Una pioggia non dissimile ritorna poi in Alba, la traccia del risveglio vero:
Pioggia fuori, pioggia dentro, ma mi sento vivo
La consapevolezza della vita come “quel treno che ritarda e tu non sai aspettare” diventa anche la contezza di un mondo dove non esiste il male, “se ci siamo noi”. Un noi che è rapporto, relazione, coppia. Ma anche un noi che – come emerge dalla traccia successiva, Io e me – può significare solitudine, meditata e non sofferta. Una solitudine che porta con sé la melanconia buona di una tristezza dolce e pacata.
Siamo io e me sotto un cielo blu
Il lavoro di Santachiara si chiude con Quindi, traccia che – curiosamente e a differenza di tutte le altre – non contiene il titolo nei versi del suo testo. Quasi che quel “quindi” sia uno slancio verso il futuro, verso nuovi pezzi ancora da scrivere e cantare. Senza ipocrisia e con l’ambivalenza tipica di un amore che se ne va, c’è qui la confessione di un’incapacità che accomuna molte storie (“Non riesco a lasciarti andare”). Ma anche l’accettazione di una realtà ineluttabile (“La vita è così, ti mette con le spalle al muro”). E la certezza che per certe cose le parole stesse non siano necessarie, così come le definizioni (“Certe cose non vogliono un nome” e “Non mi serve che ci diamo un nome”).
Forse proprio l’ultimo di questi sette pezzi ci fornisce una chiave di lettura adatta per l’intero disco
Non è allora importante definire: se stessi, gli altri. Così come non è importante definire, in ultima istanza, pure la propria musica. Il sound di questo stesso lavoro è ben lungi dall’essere definibile. Un vero e proprio “non genere”, con cui Santachiara si identifica e del quale sembra andare orgoglioso. Un “non genere” classificabile per mood piuttosto che per stili, per sensi e percezioni piuttosto che per sonorità.

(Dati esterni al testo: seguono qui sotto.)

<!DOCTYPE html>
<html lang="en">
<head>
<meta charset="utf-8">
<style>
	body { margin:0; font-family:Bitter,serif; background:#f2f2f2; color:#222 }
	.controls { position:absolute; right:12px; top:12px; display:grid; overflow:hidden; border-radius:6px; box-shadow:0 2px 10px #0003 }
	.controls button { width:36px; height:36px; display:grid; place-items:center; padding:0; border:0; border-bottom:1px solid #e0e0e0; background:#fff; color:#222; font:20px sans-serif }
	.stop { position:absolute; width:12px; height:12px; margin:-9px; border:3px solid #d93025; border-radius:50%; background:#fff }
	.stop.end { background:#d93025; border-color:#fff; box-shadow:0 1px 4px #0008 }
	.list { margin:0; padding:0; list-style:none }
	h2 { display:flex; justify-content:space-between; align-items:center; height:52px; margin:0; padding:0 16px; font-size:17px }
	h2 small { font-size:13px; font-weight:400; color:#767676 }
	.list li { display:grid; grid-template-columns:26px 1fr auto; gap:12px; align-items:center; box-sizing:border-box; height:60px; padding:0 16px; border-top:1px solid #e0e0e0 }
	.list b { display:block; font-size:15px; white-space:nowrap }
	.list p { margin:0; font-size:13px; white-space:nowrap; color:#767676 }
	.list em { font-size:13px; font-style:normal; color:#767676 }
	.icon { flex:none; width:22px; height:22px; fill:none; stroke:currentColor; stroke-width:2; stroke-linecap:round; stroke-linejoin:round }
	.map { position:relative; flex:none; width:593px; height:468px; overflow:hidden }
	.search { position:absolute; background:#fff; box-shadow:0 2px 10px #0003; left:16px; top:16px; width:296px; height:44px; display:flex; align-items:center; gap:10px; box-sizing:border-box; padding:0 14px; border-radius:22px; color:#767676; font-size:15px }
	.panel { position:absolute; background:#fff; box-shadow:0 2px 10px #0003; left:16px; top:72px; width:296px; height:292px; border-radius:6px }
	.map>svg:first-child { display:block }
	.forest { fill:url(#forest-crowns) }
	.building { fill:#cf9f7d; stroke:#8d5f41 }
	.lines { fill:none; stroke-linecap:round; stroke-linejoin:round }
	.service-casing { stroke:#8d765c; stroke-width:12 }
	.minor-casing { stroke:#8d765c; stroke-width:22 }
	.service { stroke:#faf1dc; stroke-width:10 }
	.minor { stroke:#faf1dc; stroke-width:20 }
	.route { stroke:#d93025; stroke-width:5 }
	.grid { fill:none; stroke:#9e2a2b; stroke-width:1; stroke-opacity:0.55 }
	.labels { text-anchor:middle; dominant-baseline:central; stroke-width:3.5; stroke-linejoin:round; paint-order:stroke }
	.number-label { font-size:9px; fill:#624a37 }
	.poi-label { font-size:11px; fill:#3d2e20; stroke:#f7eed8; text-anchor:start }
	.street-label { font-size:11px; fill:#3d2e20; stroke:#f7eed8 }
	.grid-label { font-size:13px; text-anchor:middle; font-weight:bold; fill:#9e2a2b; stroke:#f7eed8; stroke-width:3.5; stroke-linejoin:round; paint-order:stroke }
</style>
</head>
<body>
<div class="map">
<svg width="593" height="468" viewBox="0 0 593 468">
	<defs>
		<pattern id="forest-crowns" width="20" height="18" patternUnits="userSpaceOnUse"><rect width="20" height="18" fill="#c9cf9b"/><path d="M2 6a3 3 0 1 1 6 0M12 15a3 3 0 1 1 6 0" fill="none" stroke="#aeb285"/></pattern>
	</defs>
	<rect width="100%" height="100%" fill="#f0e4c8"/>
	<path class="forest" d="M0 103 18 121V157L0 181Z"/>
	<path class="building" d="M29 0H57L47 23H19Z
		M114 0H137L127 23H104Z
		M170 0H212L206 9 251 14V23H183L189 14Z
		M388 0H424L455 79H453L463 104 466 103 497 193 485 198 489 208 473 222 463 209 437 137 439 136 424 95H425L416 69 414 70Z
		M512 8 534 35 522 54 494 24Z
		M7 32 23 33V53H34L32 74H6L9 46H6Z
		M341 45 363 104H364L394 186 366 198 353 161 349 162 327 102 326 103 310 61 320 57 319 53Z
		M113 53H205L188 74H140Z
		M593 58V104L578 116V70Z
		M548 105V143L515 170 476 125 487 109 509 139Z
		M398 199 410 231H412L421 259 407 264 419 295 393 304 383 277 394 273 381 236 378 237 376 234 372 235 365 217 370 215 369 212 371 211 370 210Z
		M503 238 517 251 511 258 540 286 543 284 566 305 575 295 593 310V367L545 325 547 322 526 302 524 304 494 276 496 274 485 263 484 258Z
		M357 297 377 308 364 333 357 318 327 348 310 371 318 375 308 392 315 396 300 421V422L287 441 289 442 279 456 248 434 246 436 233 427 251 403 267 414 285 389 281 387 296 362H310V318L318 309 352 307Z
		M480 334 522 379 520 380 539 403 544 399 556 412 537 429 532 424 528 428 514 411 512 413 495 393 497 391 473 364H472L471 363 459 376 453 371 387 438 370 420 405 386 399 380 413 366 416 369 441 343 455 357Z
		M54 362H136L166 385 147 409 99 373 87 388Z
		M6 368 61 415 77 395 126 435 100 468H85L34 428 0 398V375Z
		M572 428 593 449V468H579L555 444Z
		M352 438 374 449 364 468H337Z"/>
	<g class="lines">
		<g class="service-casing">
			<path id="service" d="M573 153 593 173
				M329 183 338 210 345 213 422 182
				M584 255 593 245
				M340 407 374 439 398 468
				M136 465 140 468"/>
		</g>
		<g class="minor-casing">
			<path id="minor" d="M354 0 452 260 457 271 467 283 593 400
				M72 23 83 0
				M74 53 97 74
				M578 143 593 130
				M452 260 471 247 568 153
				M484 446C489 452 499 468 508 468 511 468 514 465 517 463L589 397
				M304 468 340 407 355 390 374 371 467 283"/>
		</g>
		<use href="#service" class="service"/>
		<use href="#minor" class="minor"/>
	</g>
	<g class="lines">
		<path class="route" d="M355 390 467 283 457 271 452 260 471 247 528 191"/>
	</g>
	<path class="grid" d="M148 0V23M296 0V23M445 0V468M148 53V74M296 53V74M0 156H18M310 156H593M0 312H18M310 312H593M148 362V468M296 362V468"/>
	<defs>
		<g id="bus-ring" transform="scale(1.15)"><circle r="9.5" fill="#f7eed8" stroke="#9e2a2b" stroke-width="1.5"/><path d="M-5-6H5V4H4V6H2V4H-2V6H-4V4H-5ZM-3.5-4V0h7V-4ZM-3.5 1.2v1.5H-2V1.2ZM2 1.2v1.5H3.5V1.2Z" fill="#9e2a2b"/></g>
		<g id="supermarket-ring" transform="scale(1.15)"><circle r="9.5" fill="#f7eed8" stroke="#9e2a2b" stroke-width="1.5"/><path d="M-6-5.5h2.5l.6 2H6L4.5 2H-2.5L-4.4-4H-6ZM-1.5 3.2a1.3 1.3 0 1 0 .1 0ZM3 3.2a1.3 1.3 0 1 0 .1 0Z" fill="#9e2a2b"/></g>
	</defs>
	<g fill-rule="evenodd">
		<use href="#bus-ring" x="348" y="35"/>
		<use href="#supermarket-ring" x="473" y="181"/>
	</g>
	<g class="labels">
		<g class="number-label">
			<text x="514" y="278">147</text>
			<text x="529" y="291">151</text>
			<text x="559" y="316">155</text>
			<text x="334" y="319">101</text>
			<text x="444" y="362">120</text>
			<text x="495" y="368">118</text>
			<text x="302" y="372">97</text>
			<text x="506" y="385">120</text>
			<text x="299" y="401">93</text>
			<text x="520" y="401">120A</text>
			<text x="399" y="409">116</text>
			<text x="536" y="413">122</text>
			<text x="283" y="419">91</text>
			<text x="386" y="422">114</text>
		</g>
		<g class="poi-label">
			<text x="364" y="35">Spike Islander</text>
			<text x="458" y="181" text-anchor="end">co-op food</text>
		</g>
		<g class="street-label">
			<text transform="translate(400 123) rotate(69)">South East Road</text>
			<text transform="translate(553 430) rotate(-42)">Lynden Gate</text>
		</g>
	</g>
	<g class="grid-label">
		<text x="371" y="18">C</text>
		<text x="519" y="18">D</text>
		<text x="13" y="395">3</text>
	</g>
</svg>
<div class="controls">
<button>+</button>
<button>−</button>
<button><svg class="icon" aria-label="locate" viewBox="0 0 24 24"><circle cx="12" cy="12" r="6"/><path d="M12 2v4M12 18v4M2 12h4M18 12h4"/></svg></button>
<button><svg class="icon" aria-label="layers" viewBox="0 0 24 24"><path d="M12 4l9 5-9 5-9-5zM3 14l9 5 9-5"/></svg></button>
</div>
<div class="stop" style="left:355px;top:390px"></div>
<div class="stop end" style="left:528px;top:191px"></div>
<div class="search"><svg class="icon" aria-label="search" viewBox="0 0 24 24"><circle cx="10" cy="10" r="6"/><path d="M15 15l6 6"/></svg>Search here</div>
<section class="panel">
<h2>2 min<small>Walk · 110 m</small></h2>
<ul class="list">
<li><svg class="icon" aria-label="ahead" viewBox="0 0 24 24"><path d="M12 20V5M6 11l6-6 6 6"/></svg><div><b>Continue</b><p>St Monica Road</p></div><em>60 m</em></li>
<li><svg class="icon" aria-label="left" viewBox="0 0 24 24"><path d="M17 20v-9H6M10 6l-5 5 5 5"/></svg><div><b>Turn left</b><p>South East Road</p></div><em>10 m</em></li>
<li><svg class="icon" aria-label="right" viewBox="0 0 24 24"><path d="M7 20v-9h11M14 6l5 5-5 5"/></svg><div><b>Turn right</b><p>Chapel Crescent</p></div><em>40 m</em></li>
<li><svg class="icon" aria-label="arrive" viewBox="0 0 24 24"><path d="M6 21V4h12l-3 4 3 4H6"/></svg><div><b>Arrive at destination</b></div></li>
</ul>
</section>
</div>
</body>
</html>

Unica costante: quella alcolica, con testi disseminati di negroni, cola col pampero, soda con il Ballantine, cognac, vodka, rum e Spritz. Perché alla fine, come cantano gli Zen Circus in Appesi alla luna, “la vita è solo un grande bar” e forse Sette Pezzi ci piace anche per questo. Durante il viaggio sulla particolare strada dei nostri stati d’animo e dei nostri umori, questo disco è la sosta davanti al bancone di un locale, in un “posto lontano dai posti” (Tutto gira) dove ristorarci per poi ripartire.
Monica Malfatti
Beatlemaniac di nascita e deandreiana d'adozione, osservo le cose e amo le parole: scritte, dette, cantate. Laureata in Filosofia e linguaggi della modernità a Trento, ho spaziato nell'incredibile mondo del lavoro precario per alcuni anni: da commessa di libreria a maestra elementare, passando per il magico impiego di segretaria presso un'agenzia di voli in parapendio (sport che ho pure praticato, fino alla rottura del crociato). Ora scrivo a tempo pieno, ma anche a tempo perso.